In addition to the information set out in rule 19.58, the announcement of a discloseable transaction, major transaction, very substantial disposal, very substantial acquisition, extreme transaction or reverse takeover must contain at least brief details of the following:—

(1) the general nature of the transaction including, where the transaction involves securities, details of any restrictions which apply to the subsequent sale of such securities;
(2) brief details of the asset(s) being acquired or disposed of, including the name of any company or business or the actual assets or properties where relevant and, if the assets include securities, the name and general description of the activities of the company in which the securities are or were held;
(3) in the case of a disposal:—
(a) details of the gain or loss expected to accrue to the listed issuer and the basis for calculating this gain or loss. Where the listed issuer expects to recognise in its income statement a gain or loss different from the disclosed gain or loss, the reason for the difference must be explained.
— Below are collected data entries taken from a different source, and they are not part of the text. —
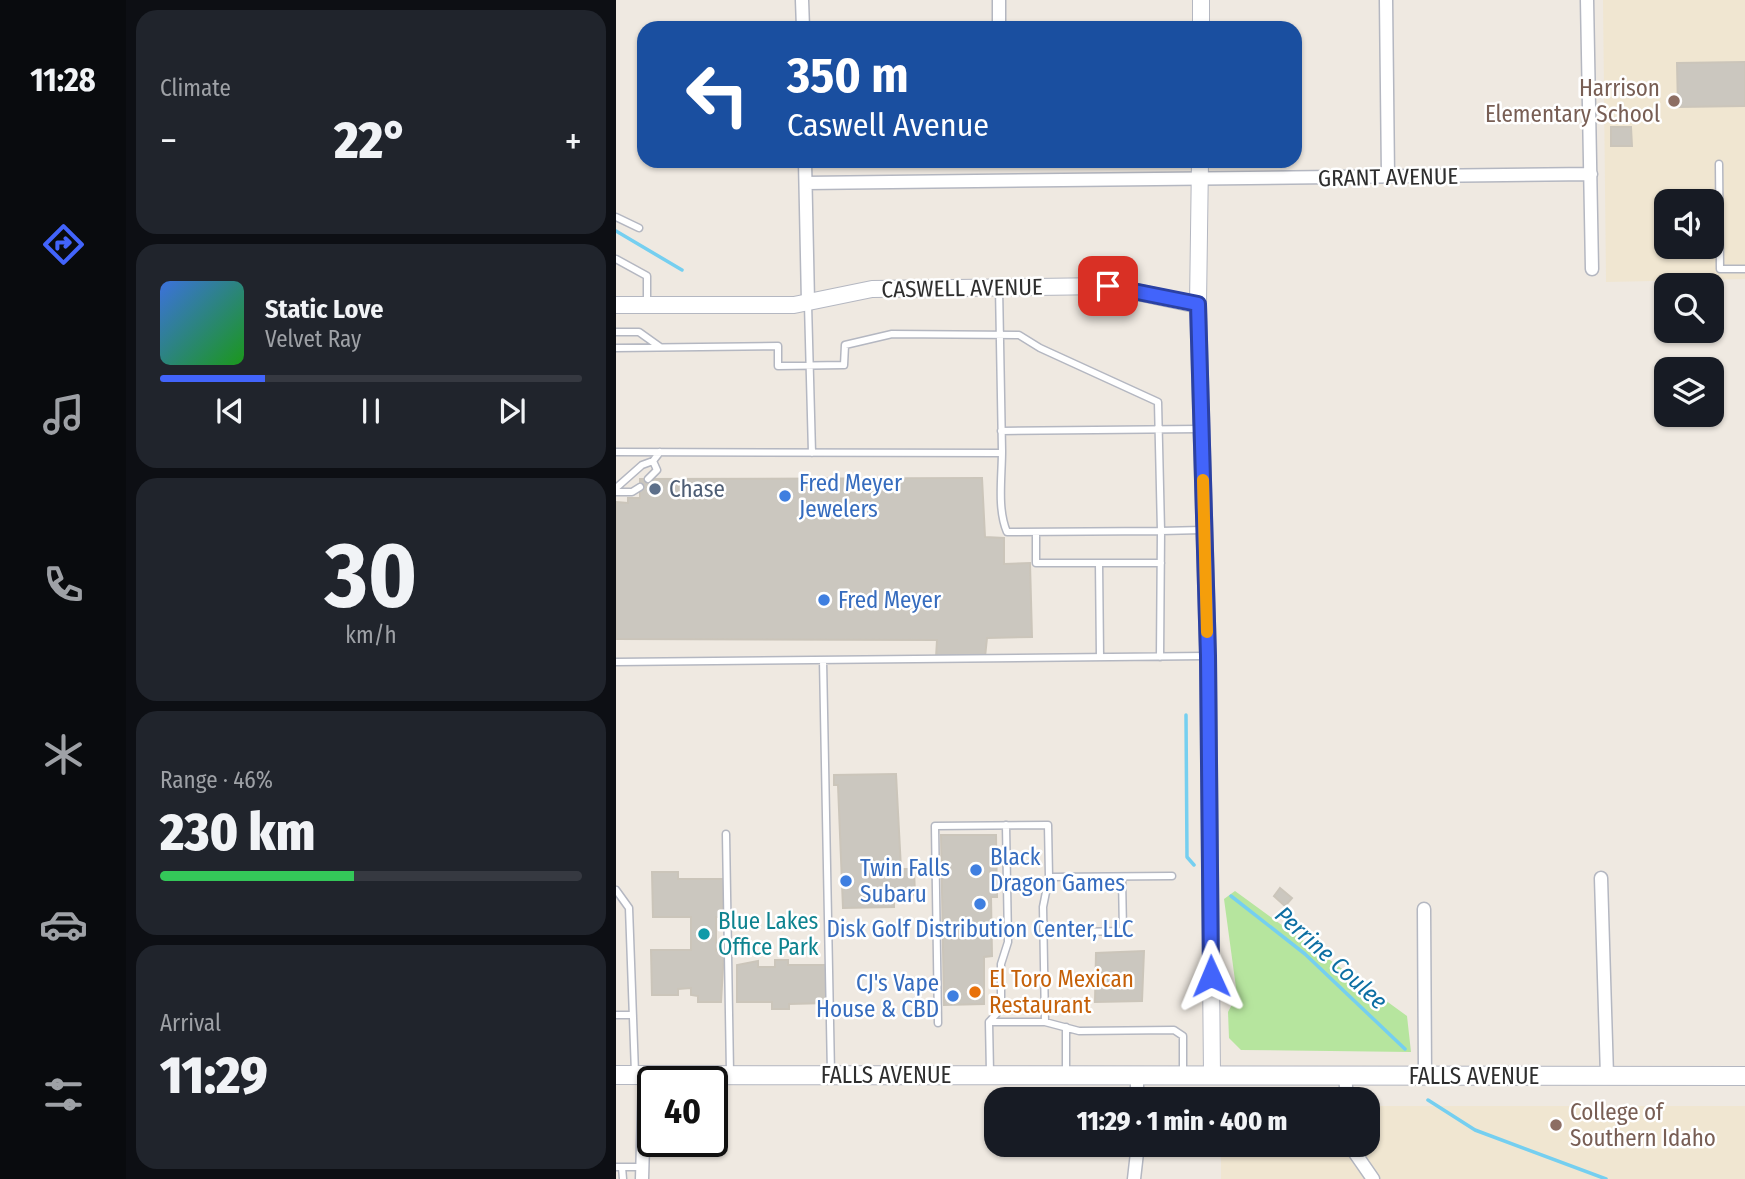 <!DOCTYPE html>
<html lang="en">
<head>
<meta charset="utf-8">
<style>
	:root { --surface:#171b24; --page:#20242c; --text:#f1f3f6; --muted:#9ea1a6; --line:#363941; --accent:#4264fb }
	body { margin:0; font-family:"Fira Sans Condensed",sans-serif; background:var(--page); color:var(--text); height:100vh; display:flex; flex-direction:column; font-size:26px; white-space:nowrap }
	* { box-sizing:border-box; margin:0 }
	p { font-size:23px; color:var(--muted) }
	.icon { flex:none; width:38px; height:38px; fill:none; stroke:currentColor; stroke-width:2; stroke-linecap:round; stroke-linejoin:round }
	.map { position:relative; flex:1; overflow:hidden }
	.sheet { display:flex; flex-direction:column; gap:10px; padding:10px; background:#0d0f14; width:490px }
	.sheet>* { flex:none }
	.guide { position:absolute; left:21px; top:21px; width:665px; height:147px; border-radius:21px; box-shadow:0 2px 5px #0004; background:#1a4fa0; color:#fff; overflow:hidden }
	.fabs { position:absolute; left:1038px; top:189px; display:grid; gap:14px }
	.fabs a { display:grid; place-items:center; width:70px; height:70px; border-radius:14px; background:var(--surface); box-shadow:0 2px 5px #0004; font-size:35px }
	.speed { position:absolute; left:21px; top:1066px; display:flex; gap:14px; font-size:35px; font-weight:700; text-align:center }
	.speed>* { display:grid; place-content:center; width:91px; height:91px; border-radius:50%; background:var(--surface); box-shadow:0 2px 5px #0004; line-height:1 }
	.speed .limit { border:4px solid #111; border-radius:10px; background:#fff; color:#111 }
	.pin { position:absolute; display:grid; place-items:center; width:60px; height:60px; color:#fff; margin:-30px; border-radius:14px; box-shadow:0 4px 10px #0006 }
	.me { position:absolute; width:77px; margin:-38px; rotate:359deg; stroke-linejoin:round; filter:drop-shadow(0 0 5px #0008) }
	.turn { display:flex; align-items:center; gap:24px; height:147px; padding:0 35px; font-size:32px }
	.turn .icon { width:91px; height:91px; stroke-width:2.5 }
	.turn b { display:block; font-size:49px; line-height:60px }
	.big { font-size:52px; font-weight:800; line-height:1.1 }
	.sheet .widget { flex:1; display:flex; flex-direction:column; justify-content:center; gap:10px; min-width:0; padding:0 24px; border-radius:21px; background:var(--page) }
	.sheet .dial { align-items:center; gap:0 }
	.dial b { font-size:91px; line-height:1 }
	.song { display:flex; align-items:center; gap:21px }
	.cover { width:84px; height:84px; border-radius:10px; background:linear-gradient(135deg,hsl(220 70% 55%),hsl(120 70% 35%)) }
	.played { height:7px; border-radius:4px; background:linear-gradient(90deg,var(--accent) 25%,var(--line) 25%) }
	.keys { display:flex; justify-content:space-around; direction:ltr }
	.heat { display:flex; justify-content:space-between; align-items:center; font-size:38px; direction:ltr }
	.charge { height:10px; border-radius:5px; background:linear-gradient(90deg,#34c759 46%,var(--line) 0) }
	.trip { position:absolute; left:368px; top:1087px; width:396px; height:70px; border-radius:21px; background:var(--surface); box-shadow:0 2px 5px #0004; font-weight:800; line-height:70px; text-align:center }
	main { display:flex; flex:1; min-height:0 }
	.tabs { display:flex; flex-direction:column; width:126px; justify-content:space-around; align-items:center; background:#090b0e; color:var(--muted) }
	.tabs .icon { width:49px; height:49px }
	.tabs .selected { color:var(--accent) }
	.tabs b { font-size:32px; color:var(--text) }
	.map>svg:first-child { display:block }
	.education { fill:#f0e6d1; fill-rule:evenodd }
	.green { fill:#b6e59e }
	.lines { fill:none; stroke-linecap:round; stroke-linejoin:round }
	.stream { stroke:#75cff0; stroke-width:3.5 }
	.building { fill:#cbc7bf; stroke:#cbc5ba; stroke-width:2 }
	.service-casing { stroke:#b4b7c1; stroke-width:9 }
	.minor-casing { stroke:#b4b7c1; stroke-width:15 }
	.tertiary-casing { stroke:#b4b7c1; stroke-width:18 }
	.secondary-casing { stroke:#b4b7c1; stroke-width:20 }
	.service { stroke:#fff; stroke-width:6 }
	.minor { stroke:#fff; stroke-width:12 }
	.tertiary { stroke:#fff; stroke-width:16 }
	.secondary { stroke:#fff; stroke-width:18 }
	.route-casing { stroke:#2b41a3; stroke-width:18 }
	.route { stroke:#4264fb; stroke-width:12 }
	.slow { stroke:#f59e0b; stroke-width:12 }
	.education-dot { fill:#8d6e63; stroke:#fff; stroke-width:2.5 }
	.service-dot { fill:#5c6f8a; stroke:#fff; stroke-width:2.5 }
	.shop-dot { fill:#3f7fe0; stroke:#fff; stroke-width:2.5 }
	.culture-dot { fill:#0f9aa8; stroke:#fff; stroke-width:2.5 }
	.food-dot { fill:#e8710a; stroke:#fff; stroke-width:2.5 }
	.labels { text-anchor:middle; stroke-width:5; stroke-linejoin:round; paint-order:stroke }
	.education-label { font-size:23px; fill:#785e54; stroke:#fff; text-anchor:end }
	.street-label { font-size:23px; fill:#2e2e2e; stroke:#fff }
	.shop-label { font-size:23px; fill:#366cbe; stroke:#fff; text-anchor:start }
	.service-label { font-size:23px; fill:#4e5e75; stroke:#fff; text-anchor:start }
	.culture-label { font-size:23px; fill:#0d838f; stroke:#fff; text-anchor:start }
	.food-label { font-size:23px; fill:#c56008; stroke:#fff; text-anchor:start }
	.water-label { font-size:24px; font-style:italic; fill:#0d6fa3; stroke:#fff }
</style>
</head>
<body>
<main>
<nav class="tabs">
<b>11:28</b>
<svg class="icon selected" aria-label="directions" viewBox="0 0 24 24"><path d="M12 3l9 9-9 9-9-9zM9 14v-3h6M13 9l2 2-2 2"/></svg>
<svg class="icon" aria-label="music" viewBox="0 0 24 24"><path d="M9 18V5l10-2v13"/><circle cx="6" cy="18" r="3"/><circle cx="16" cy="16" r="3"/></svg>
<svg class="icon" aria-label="phone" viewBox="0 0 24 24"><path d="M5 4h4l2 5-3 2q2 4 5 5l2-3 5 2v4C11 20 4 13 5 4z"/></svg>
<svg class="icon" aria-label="climate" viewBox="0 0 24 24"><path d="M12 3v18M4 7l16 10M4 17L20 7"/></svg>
<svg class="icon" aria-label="car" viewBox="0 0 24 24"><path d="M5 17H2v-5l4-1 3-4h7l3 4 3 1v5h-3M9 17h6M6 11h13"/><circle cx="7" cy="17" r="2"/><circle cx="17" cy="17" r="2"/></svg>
<svg class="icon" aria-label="filters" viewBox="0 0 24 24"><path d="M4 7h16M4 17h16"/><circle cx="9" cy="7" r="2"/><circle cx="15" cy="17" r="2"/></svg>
</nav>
<section class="sheet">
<div class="widget"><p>Climate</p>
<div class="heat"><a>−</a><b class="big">22°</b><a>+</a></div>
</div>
<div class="widget">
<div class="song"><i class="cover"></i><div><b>Static Love</b><p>Velvet Ray</p></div></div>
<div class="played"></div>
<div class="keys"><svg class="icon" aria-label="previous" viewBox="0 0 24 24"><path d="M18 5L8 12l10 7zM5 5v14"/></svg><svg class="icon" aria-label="pause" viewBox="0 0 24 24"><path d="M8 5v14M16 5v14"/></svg><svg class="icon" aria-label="next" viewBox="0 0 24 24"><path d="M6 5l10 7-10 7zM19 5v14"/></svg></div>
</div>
<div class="widget dial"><b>30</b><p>km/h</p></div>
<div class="widget"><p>Range · 46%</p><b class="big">230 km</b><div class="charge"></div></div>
<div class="widget"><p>Arrival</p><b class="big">11:29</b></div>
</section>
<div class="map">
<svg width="1129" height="1179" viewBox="0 0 1129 1179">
	<rect width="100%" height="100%" fill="#efe9e1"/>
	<path class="education" d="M 987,0 L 1129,0 L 1129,279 L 990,282 ZM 1050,201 L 1096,201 L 1096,247 L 1050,247 Z
		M 751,1106 L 1129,1106 L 1129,1179 L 605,1179 L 605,1145 L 751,1144 Z"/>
	<path class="green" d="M 619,891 L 791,1016 L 795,1052 L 625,1050 L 613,1038 L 612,1012 L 621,995 L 608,899 Z"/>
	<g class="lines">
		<path class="stream" d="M 0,231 L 66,270
			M 570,715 L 571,857 L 578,865
			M 615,896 L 689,954 L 789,1049
			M 812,1100 L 859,1130 L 990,1179"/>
	</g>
	<path class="building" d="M 1129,62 L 1129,106 L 1062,107 L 1061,63 Z
		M 995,127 L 1015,127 L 1016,146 L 995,146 Z
		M 366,478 L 369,537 L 388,538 L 388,564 L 414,563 L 416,637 L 371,638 L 369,657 L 320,658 L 321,640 L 0,639 L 0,502 L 12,503 L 12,498 L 24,498 L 24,479 Z
		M 280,774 L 285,869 L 298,869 L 299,895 L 278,896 L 278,907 L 227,908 L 222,785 L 218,785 L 218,775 Z
		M 325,835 L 380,835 L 381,897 L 375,897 L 376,956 L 368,957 L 368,1004 L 328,1005 Z
		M 36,872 L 62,872 L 62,879 L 107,879 L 107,917 L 100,917 L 100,951 L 108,951 L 105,1002 L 82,1002 L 82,996 L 75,995 L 75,988 L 62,989 L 62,995 L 36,995 L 35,950 L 75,950 L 75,917 L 37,917 Z
		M 664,888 L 676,898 L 669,906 L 658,896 Z
		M 528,951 L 526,1001 L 479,1002 L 480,953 Z
		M 159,960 L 172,960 L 172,965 L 210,965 L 211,1003 L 173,1004 L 173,1009 L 156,1009 L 156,1002 L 121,1002 L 121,965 L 142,961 L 142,967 L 159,967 Z"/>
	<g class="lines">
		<defs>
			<path id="service" d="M 1103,164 L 1104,269 L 1129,269
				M 0,217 L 23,228
				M 0,259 L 31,276 L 31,305
				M 192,304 L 196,453
				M 0,332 L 23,332 L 44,347
				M 0,348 L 162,346 L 162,366 L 228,365 L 229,345 L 276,334 L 403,335 L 424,348 L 542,402 L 545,531 L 391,532 C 381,509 386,477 386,451 C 385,397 384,342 383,287
				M 385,431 L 584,429
				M 0,452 L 386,453
				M 32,479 L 41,470 L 37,461
				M 0,488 L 26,465 L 37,461 L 44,452
				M 0,492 L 16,492 L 24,487
				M 420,532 L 420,563 L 545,563
				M 483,563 L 484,657
				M 544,657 L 545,531 L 586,530
				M 207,660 L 215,1074
				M 0,662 L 590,656
				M 110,834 L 114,1073
				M 0,890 L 13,908 L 19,1073
				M 462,932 L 507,931 L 506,877
				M 0,1015 L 17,1015
				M 373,1022 L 429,1022 L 463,1031 L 558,1030 L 567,1036 L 567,1072
				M 429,1022 L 427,907 L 433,877
				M 322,1023 L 319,826 L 432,825 L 433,877 L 556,876
				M 450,1027 L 450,1073
				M 374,1073 L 373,1022 L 385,1009 L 385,964 L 392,942 L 390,825
				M 0,1167 L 27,1167
				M 6,1167 L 7,1179"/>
			<path id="minor" d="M 186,0 L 187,28
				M 383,0 L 383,28
				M 770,0 L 772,176
				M 971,0 L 976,269
				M 189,161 L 192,302
				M 190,183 L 975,174
				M 985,878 L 991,1076
				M 808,909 L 809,1076
				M 521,1075 L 521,1099
				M 729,1075 L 731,1099
				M 737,1144 L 739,1153 L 757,1179
				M 26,1179 L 29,1075
				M 518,1179 L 522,1144"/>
			<path id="tertiary" d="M 585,0 L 585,28
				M 584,161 L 582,305 L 592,656 L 596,1075
				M 0,305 L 178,305 L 256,289 L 492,286 L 582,305"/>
			<path id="secondary" d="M 0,1075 L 1129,1076"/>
		</defs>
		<use href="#service" class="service-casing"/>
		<use href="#minor" class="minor-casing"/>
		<use href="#tertiary" class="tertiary-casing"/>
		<use href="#secondary" class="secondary-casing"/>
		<use href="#service" class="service"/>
		<use href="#minor" class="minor"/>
		<use href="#tertiary" class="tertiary"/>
		<use href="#secondary" class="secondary"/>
	</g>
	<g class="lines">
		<defs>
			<path id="route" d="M 492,286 L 582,304 L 592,656 L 595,976"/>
		</defs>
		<use href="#route" class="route-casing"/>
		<use href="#route" class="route"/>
		<path class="slow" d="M 587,480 L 591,632"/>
	</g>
	<g class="education-dot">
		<circle cx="1058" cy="101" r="7"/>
		<circle cx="940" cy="1125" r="7"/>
	</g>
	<circle class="service-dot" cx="39" cy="489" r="7"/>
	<g class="shop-dot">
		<circle cx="169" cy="496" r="7"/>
		<circle cx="208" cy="600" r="7"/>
		<circle cx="360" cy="870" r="7"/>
		<circle cx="230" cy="881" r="7"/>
		<circle cx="364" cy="904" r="7"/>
		<circle cx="337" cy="996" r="7"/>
	</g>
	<circle class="culture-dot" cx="88" cy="934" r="7"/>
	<circle class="food-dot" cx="359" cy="992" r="7"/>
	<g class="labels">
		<g class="education-label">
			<text x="1044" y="96">Harrison<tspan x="1044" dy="26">Elementary School</tspan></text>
			<text x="954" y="1120" text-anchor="start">College of<tspan x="954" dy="26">Southern Idaho</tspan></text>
		</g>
		<g class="street-label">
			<text transform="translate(772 177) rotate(-1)" y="8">GRANT AVENUE</text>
			<text transform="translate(346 288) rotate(-1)" y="8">CASWELL AVENUE</text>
			<text x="270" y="1083">FALLS AVENUE</text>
			<text x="858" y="1084">FALLS AVENUE</text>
		</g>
		<g class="shop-label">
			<text x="183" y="491">Fred Meyer<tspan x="183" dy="26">Jewelers</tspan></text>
			<text x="222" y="608">Fred Meyer</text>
			<text x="374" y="865">Black<tspan x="374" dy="26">Dragon Games</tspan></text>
			<text x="244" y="876">Twin Falls<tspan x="244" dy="26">Subaru</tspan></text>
			<text x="364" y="937" text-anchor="middle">Disk Golf Distribution Center, LLC</text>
			<text x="323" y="991" text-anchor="end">CJ's Vape<tspan x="323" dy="26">House &amp; CBD</tspan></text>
		</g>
		<g class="service-label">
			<text x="53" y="497">Chase</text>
		</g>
		<g class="culture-label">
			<text x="102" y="929">Blue Lakes<tspan x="102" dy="26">Office Park</tspan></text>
		</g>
		<g class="food-label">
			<text x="373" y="987">El Toro Mexican<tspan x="373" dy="26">Restaurant</tspan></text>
		</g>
		<g class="water-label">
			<text transform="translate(715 958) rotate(42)" y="8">Perrine Coulee</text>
		</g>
	</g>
</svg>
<div class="fabs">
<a><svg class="icon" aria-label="sound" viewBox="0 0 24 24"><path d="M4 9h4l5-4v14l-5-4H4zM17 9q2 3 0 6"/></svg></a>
<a><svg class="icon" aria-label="search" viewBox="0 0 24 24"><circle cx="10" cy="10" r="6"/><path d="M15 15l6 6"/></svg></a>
<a><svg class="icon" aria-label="layers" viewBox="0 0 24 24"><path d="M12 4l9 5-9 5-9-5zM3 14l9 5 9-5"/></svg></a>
</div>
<div class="speed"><div class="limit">40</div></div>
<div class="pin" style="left:492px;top:286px;background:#d93025"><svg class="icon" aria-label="arrive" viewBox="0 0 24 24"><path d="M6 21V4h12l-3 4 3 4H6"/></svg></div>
<svg class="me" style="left:595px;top:976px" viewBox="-20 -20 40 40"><path d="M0-17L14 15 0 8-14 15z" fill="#4264fb" stroke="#fff" stroke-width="4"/></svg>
<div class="trip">11:29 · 1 min · 400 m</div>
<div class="guide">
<div class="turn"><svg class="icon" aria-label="left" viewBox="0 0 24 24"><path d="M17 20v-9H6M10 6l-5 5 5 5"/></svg><div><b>350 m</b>Caswell Avenue</div></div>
</div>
</div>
</main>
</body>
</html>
The gain or loss is to be calculated by reference to the carrying value of the assets in the accounts; and
(b) the intended application of the sale proceeds;
(4) if the transaction involves an issue of securities for which listing will be sought, the announcement must also include:
(a) a statement that the announcement appears for information purposes only and does not constitute an invitation or offer to acquire, purchase or subscribe for the securities; and
(b) a statement that application has been or will be made to the Exchange for the listing of and permission to deal in the securities;
(5) where the transaction is a major transaction approved or to be approved by way of written shareholders' approval from a shareholder or a closely allied group of shareholders pursuant to rule 19.44, details of the shareholder or the closely allied group of shareholders (as the case may be), including the name of the shareholder(s), the number of securities held by each such shareholder and the relationship between the shareholders;
(6) if the transaction involves a disposal of an interest in a subsidiary by a listed issuer, a declaration as to whether the subsidiary will continue to be a subsidiary of the listed issuer following the transaction; and
(7) in the case of a major transaction, a very substantial disposal, a very substantial acquisition or a reverse takeover, the expected date of despatch of the circular and if this is more than 15 business days after the publication of the announcement, the reasons why this is so.

Note: If there is expected to be delay in despatch of the circular, the listed issuer must as soon as practicable publish a further announcement in accordance with rule 19.36A.